* [Provided material]
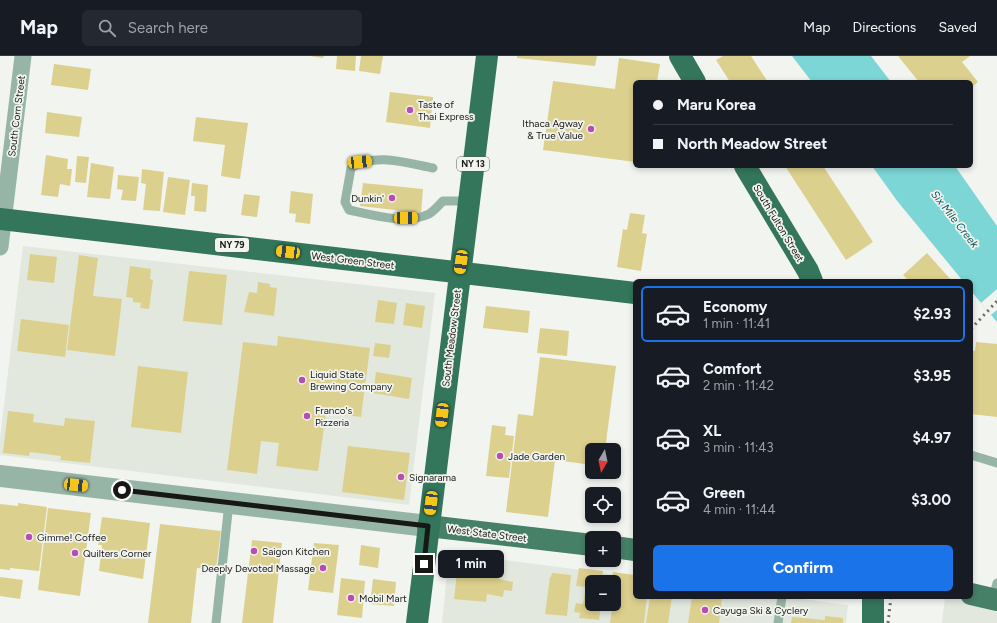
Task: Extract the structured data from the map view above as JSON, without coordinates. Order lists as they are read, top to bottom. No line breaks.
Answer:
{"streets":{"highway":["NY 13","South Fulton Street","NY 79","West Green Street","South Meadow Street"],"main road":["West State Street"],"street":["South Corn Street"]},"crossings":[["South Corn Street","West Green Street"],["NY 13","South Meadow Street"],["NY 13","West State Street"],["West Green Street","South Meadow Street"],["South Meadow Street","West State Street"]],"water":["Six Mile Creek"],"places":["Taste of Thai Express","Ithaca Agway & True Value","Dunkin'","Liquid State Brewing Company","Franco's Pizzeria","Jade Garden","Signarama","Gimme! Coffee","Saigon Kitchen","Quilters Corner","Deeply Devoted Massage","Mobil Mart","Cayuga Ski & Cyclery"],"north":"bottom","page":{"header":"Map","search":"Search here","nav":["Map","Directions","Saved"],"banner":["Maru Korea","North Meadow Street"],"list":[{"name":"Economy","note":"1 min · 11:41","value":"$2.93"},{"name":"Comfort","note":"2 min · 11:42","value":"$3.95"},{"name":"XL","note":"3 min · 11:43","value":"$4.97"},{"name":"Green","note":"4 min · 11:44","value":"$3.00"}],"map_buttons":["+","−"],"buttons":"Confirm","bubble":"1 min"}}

* * *

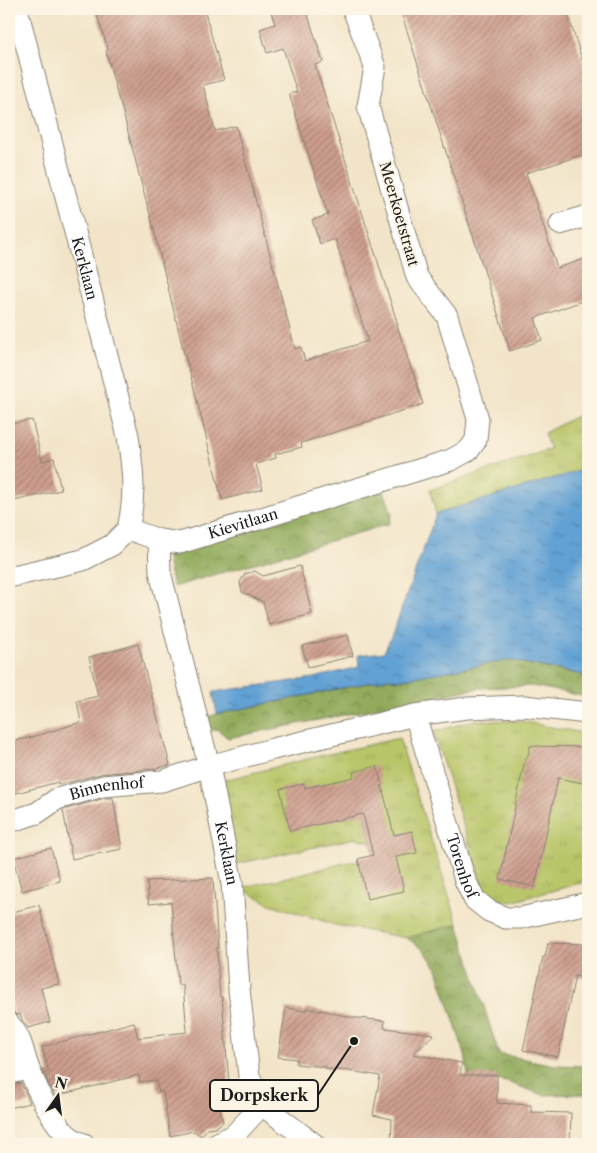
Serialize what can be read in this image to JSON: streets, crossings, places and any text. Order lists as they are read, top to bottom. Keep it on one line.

---

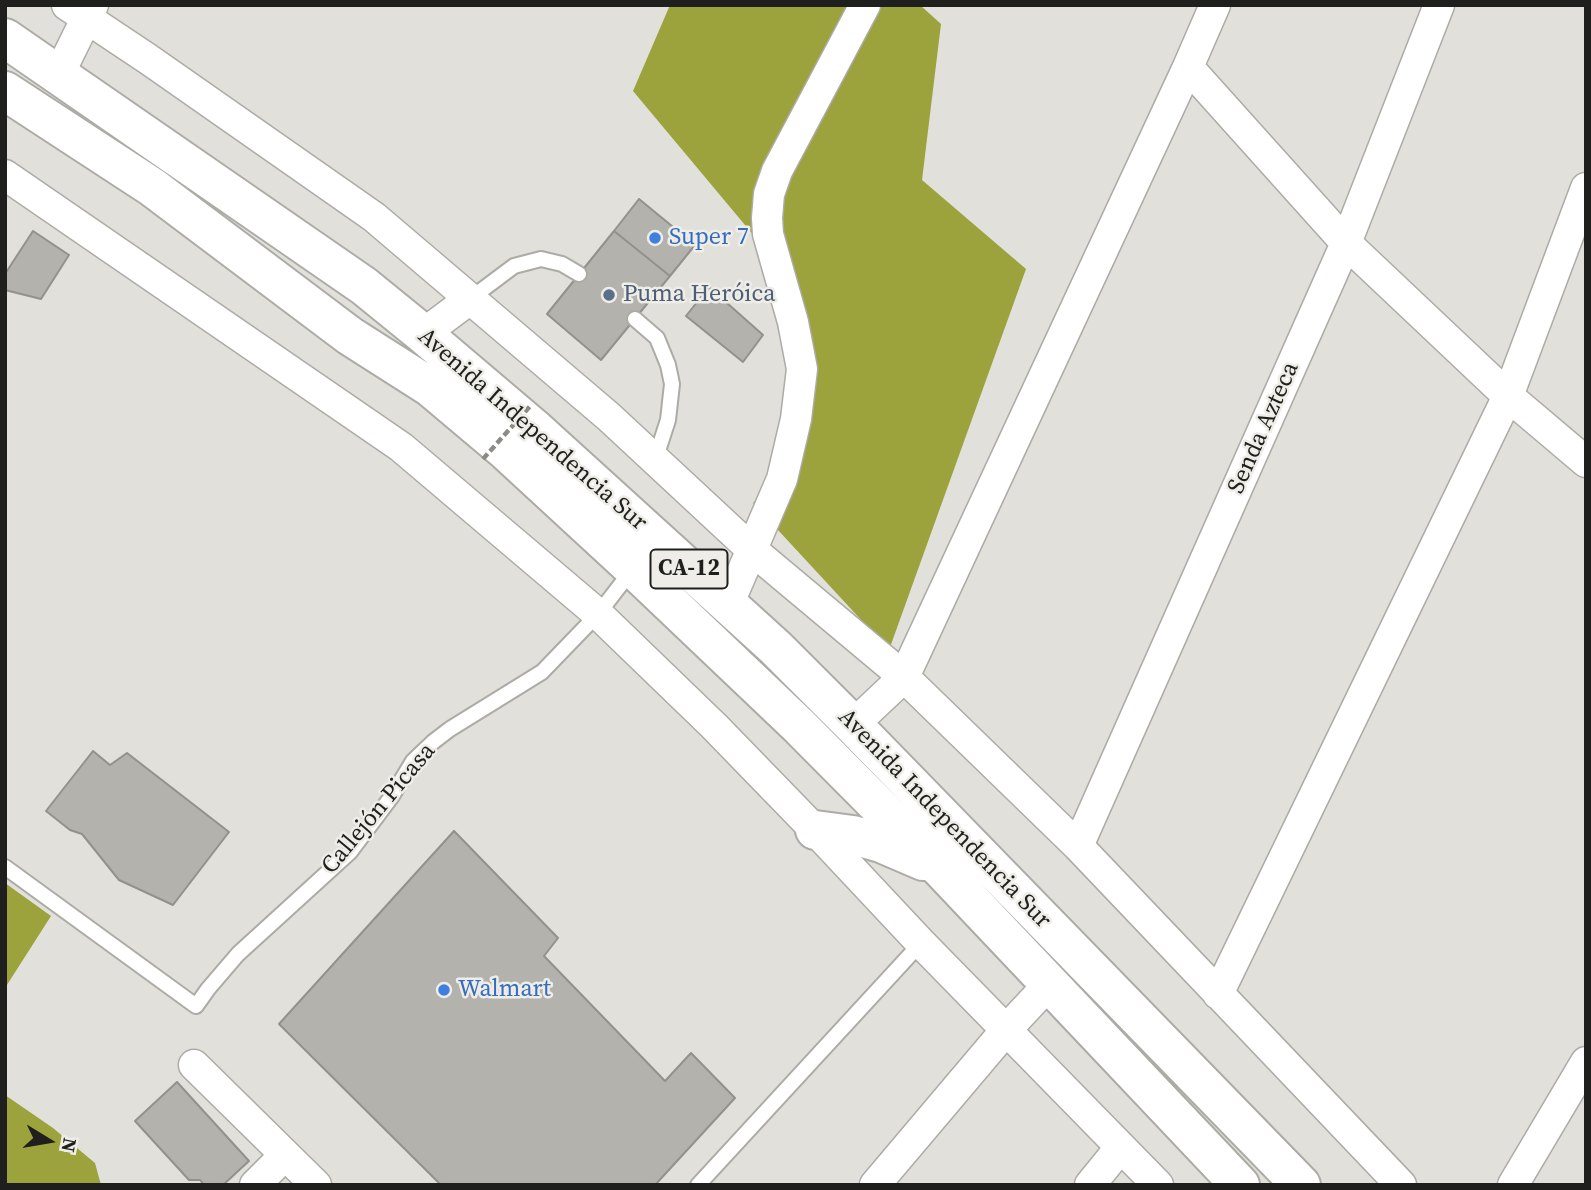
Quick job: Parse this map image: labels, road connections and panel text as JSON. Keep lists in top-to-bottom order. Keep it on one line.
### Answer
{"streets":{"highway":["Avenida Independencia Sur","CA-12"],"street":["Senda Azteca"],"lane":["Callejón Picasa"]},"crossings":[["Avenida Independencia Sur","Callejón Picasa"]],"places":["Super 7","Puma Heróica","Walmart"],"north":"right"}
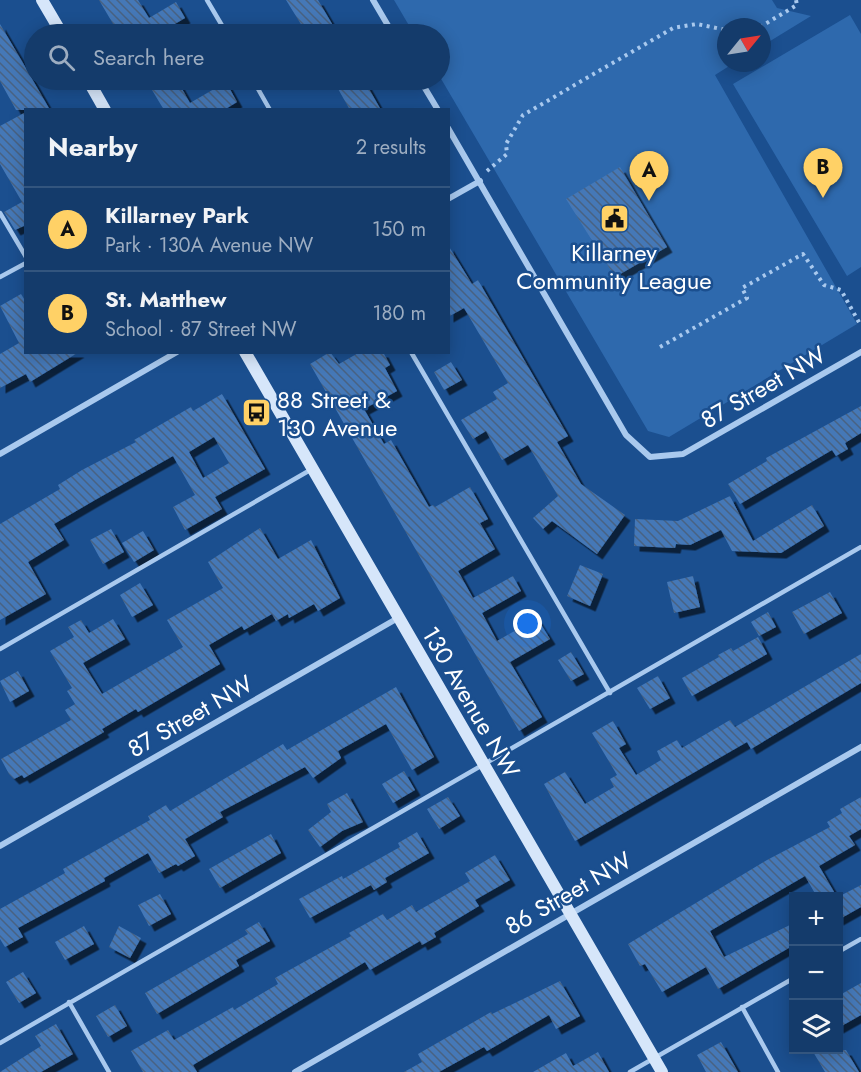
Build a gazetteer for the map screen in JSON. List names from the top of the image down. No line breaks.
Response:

* [Requirement]
A single figure is the whole answer here: the number of lines in the records above that include "from".

* [Result of the exercise]
2